June 13, 2023, 6:00 AM EDT

By Barbara McQuade

 

“The indictment returned by a federal grand jury in Florida last week includes one inescapable conclusion — former President Donald Trump is a triple threat to the national security of the U.S. 

Trump’s 37 counts allege violations of the Espionage Act, obstruction of justice, false statements and conspiracy. The indictment describes audacious conduct, alleging he lied to the National Archives, the Justice Department and even his own lawyers and orchestrated the concealment of boxes of documents when the Justice Department came to visit. But the language that most stood out to me as a former national security prosecutor related to the descriptions of the documents themselves. Of course, special prosecutor Jack Smith cannot reveal in detail the sensitive information within these records, but even the general nature of the secrets Trump allegedly stored across Mar-a-Lago, including in a bathroom and a ballroom, is bone-chilling. 

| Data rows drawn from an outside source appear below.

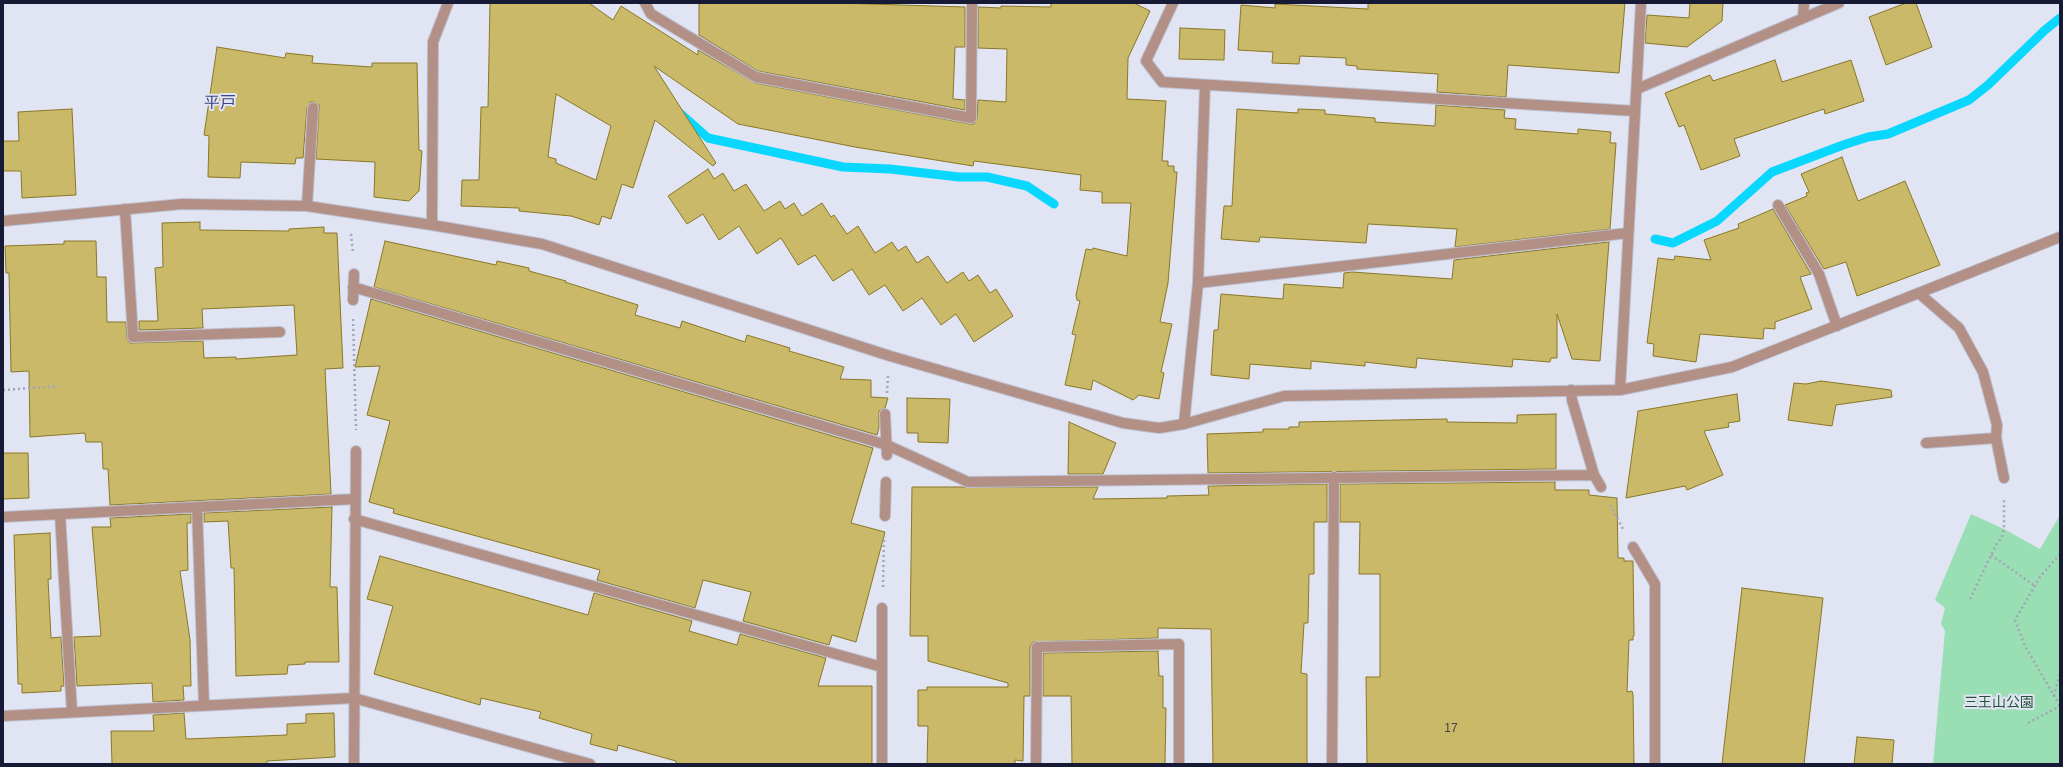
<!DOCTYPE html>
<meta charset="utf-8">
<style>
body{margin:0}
#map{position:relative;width:2063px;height:767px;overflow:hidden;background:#e1e4f3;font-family:Helvetica,sans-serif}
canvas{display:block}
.frame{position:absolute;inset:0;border:4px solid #171a34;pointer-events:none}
</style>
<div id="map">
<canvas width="2063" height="767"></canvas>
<div class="frame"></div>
</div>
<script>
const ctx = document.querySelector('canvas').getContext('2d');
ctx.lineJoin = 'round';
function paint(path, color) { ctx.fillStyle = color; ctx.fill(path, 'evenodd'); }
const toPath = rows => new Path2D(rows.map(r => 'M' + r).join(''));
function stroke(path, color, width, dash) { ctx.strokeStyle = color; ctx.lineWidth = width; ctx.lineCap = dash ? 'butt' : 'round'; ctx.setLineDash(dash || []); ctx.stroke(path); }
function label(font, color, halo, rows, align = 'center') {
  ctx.font = font + ' Helvetica,"Noto Sans JP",sans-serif'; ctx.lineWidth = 4; ctx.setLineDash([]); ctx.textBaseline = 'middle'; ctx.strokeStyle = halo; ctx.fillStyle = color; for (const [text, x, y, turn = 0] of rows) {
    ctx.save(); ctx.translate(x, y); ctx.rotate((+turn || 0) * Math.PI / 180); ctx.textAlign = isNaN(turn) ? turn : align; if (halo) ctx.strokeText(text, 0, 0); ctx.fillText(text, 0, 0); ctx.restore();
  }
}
const green = toPath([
 [1971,514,2004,529,2040,549,2060,515,2060,764,1933,764,1945,631,1941,624,1945,608,1935,600]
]);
const stream = toPath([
 [681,114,708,138,843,167,890,169,959,177,987,177,1027,186,1054,204],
 [1655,239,1673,243,1717,221,1772,172,1843,145,1868,137,1888,134,1969,100,1988,85,2045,30,2060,18]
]);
const building = toPath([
 [490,3,589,3,613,20,621,6,698,55,698,50,755,83,970,124,974,124,977,118,978,100,1006,102,1007,49,978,48,978,7,1001,8,1001,6,1051,7,1051,3,1134,3,1150,11,1128,58,1127,99,1166,101,1162,161,1168,161,1168,166,1174,166,1174,172,1177,172,1168,283,1160,322,1172,324,1161,372,1164,373,1159,399,1139,395,1133,400,1093,380,1091,390,1065,385,1076,335,1072,334,1080,301,1077,300,1076,295,1086,249,1092,250,1093,248,1127,256,1131,203,1102,203,1102,192,1080,190,1081,175,974,161,973,166,855,147,738,124,654,66,716,163,713,166,655,120,633,188,622,184,611,219,602,216,599,225,571,216,519,211,519,208,461,206,462,180,479,180,481,107,488,107,490,3],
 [556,94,611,126,596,180,556,163,556,159,548,157,556,94],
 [699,3,838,3,965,7,965,47,955,47,953,99,965,100,965,110,758,71,699,35,699,3],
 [1368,3,1625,3,1619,73,1508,65,1506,97,1437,92,1438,74,1357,69,1357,66,1346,65,1346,58,1300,56,1299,64,1272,63,1273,52,1238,50,1241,5,1275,8,1275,4,1368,9,1368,3],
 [1690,3,1723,3,1722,21,1687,47,1645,43,1647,15,1689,18,1690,3],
 [1906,3,1916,3,1932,47,1886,65,1869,17,1906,3],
 [1180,28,1225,30,1224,60,1179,59,1180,28],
 [217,47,285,58,286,53,313,56,312,63,372,67,372,63,417,63,419,150,422,151,419,191,409,201,374,197,375,162,316,159,319,108,319,105,314,102,310,102,307,108,303,158,296,158,295,164,241,162,240,178,208,177,209,136,204,135,217,47],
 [1775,60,1782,82,1851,60,1864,101,1825,114,1824,109,1734,139,1740,156,1701,170,1684,125,1679,127,1665,93,1710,75,1713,81,1775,60],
 [1436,105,1505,110,1504,118,1516,119,1515,129,1578,134,1578,129,1611,132,1610,143,1616,143,1610,229,1455,247,1457,229,1368,224,1366,243,1260,237,1259,242,1221,239,1224,206,1232,206,1237,109,1298,113,1298,109,1325,110,1325,114,1375,118,1375,122,1435,126,1436,105],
 [72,109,76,195,22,198,21,171,3,171,3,141,19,141,18,112,72,109],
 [1842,157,1858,201,1905,181,1940,265,1857,296,1846,262,1824,269,1785,205,1807,196,1806,193,1809,192,1801,174,1842,157],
 [708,169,714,179,723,173,734,191,746,184,764,211,780,201,785,209,794,203,802,216,822,203,831,217,834,215,847,234,858,226,875,253,892,242,898,251,906,246,917,263,928,256,947,283,963,272,969,281,978,275,990,293,996,289,1013,316,974,342,956,314,941,325,922,298,903,311,885,285,869,295,852,269,833,281,815,255,798,265,781,238,757,254,739,226,719,240,703,214,687,224,668,196,708,169],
 [1773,209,1811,274,1800,277,1812,309,1775,322,1775,329,1764,328,1763,339,1700,334,1696,362,1653,356,1654,344,1647,343,1658,258,1674,260,1675,256,1711,260,1704,240,1739,228,1738,224,1773,209],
 [200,222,200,230,289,231,289,229,324,227,324,233,337,233,343,368,325,369,331,494,110,505,108,469,103,469,102,442,86,442,85,433,30,437,29,371,11,372,9,273,6,273,5,246,64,244,64,241,96,241,97,277,106,277,107,322,126,322,127,338,130,343,203,341,204,358,236,357,236,359,297,355,294,305,202,309,203,328,139,330,139,321,158,321,155,268,163,267,162,223,200,222],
 [385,241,496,265,497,261,529,268,529,271,566,281,565,282,638,305,635,315,680,328,682,321,745,342,747,335,790,348,789,351,844,367,840,379,871,380,871,397,888,398,885,408,879,411,879,427,877,435,374,287,385,241],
 [1609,242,1600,361,1572,359,1557,314,1557,358,1551,358,1550,362,1513,359,1512,367,1417,358,1416,368,1365,362,1365,366,1311,361,1311,369,1250,364,1249,379,1211,375,1214,330,1218,330,1221,294,1283,299,1284,284,1343,288,1344,273,1352,272,1452,279,1454,260,1609,242],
 [371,299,873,448,851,523,885,532,856,642,832,635,829,645,743,621,751,592,703,580,695,608,597,580,600,570,393,513,394,509,369,502,390,421,367,415,380,366,355,367,371,299],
 [1821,381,1891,390,1892,397,1836,405,1832,426,1788,420,1794,383,1806,384,1821,381],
 [1737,394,1740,421,1728,423,1729,427,1704,431,1723,475,1687,490,1685,486,1626,498,1638,411,1737,394],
 [907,398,950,399,948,443,918,442,918,433,907,433,907,398],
 [1556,414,1556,469,1208,473,1207,434,1263,432,1263,429,1289,429,1289,427,1299,427,1299,422,1447,419,1447,422,1517,423,1517,415,1556,414],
 [1069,422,1116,443,1103,474,1068,474,1069,422],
 [3,453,28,453,29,498,3,499,3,453],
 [1555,482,1555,490,1589,490,1589,495,1617,498,1618,558,1624,558,1624,561,1633,561,1634,636,1633,636,1633,640,1629,640,1627,692,1632,691,1633,695,1634,764,1367,764,1366,677,1380,677,1380,574,1359,574,1360,522,1340,522,1340,484,1555,482],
 [1327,484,1327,522,1314,522,1314,574,1309,574,1308,623,1304,623,1301,673,1307,674,1307,764,1213,764,1211,629,1158,628,1158,638,1033,642,1030,647,1030,696,1024,696,1023,761,1015,760,1015,764,927,764,928,726,918,726,918,690,927,690,927,687,1008,687,1008,683,928,661,928,636,910,636,912,487,1098,487,1093,499,1167,498,1167,496,1209,495,1208,486,1327,484],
 [332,507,330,587,337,587,339,662,305,662,305,664,288,665,287,674,236,676,234,568,231,568,228,521,204,522,204,513,332,507],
 [191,514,191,523,187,523,188,570,180,571,190,640,191,686,183,686,184,700,153,702,152,683,77,686,74,637,101,636,92,527,111,527,110,518,191,514],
 [50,533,51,579,48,579,51,638,61,637,64,686,61,686,61,691,22,693,22,684,18,684,14,535,50,533],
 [380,556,588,615,594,593,692,621,689,631,737,645,740,634,826,658,818,686,872,686,872,764,676,764,676,761,618,745,617,751,590,744,592,734,539,718,541,712,481,698,480,705,374,674,393,606,367,599,380,556],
 [1742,588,1823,598,1804,764,1722,764,1742,588],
 [1158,651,1159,676,1163,676,1163,708,1166,708,1165,764,1072,764,1071,696,1043,696,1043,653,1158,651],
 [184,713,186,739,287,735,287,724,306,723,306,714,334,713,335,757,267,761,267,764,112,764,111,731,154,731,153,715,184,713],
 [1857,737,1894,740,1892,764,1854,764,1857,737]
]);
const path = toPath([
 [351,234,353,253],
 [353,319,356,430],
 [3,390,59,386],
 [887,393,888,376],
 [1610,505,1623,529],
 [2060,554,2040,577,2015,620,2025,646,2060,706],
 [1991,555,2035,586],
 [883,587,884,536],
 [1970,599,1996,545,2002,537,2004,529,2004,498],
 [2054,696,2060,673],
 [2028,723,2060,706]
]);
const minor = toPath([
 [645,3,651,14,756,77,971,118,972,3],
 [1173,3,1146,61,1162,82,1635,111],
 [1803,18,1804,3],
 [1637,89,1839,3],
 [1778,205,1819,274,1837,326],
 [307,206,313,108],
 [125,209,133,337,280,332],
 [3,221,182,204,307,206,432,225,542,244,890,356,1123,423,1159,428,1184,424,1284,396,1620,390,1732,367,2060,237],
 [432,225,433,42,448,3],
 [1198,283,1628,233],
 [353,287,887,445,968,482,1594,475],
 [1920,294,1959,328,1983,372,1997,425,1996,438,2004,478],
 [353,300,354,274],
 [1571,390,1572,400,1594,475,1601,487],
 [1620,390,1641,3],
 [885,414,887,455],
 [1184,424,1198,283,1205,85],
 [1926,443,1996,438],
 [197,507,204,705],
 [60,514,72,712],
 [885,516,886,482],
 [3,517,355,499],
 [354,519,882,667],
 [1633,547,1655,584,1655,764],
 [882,608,882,764],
 [3,716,354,698,590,764],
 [354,764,356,451],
 [1036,764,1037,647,1179,644,1179,764],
 [1332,764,1334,477]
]);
const numberNames = [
 ["17",1451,729]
];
const parkNames = [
 ["三王山公園",1999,703]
];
const quarterNames = [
 ["平戸",220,104]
];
paint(green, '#9adeb4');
stroke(stream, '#0ad7fd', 9);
paint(building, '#cbb96a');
stroke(building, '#897725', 1);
stroke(minor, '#bdc0d1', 12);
stroke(path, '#a2a5b7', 2.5, [2, 3]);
stroke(minor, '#b39085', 10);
label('12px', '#444242', null, numberNames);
label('14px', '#245339', '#e1e4f3', parkNames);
label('16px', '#3f4583', '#e1e4f3', quarterNames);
</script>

According to the indictment, the documents included information about:

The defense and weapons capabilities of both the U.S. and foreign countries.

U.S. nuclear programs. 

Potential vulnerabilities of the U.S. and its allies to military attack.

Plans for possible retaliation in response to a foreign attack.

Trump has, of course, denied that he did anything wrong and minimized his gross abuse of power as the “boxes hoax.” One of his lawyers has compared Trump’s retention of national secrets to having an overdue library book. But clearly, this case is about far more than an administrative slip-up.

Instead, the indictment charges Trump with misconduct that recklessly placed our national security and foreign relations and the safety of the U.S. military and intelligence community in danger. Some of the documents Trump allegedly retained were marked “top secret,” designating information that, if disclosed, could cause exceptionally grave harm to the national security. 

The indictment is a first step toward accountability for Trump’s alleged abuse of power. But, for a number of reasons, he will remain a threat until he is convicted — and perhaps even beyond that. 

First, the indictment demonstrates the risk Trump poses to our country as a former president. As commander-in-chief, Trump was entrusted with knowledge of every aspect of our national security, from the placement of missiles to the nuclear codes. His reckless storage of classified documents at Mar-a-Lago demonstrates his inability to handle this knowledge responsibly. The resort, which the Justice Department says hosted “more than 150 social events that together drew tens of thousands of guests” during the relevant period, was a potential target for foreign intelligence operations. (In 2019, NBC News reported that a Chinese citizen was arrested at the club with “two passports, four cellphones, a laptop, an external hard drive and a thumb drive containing computer malware.”)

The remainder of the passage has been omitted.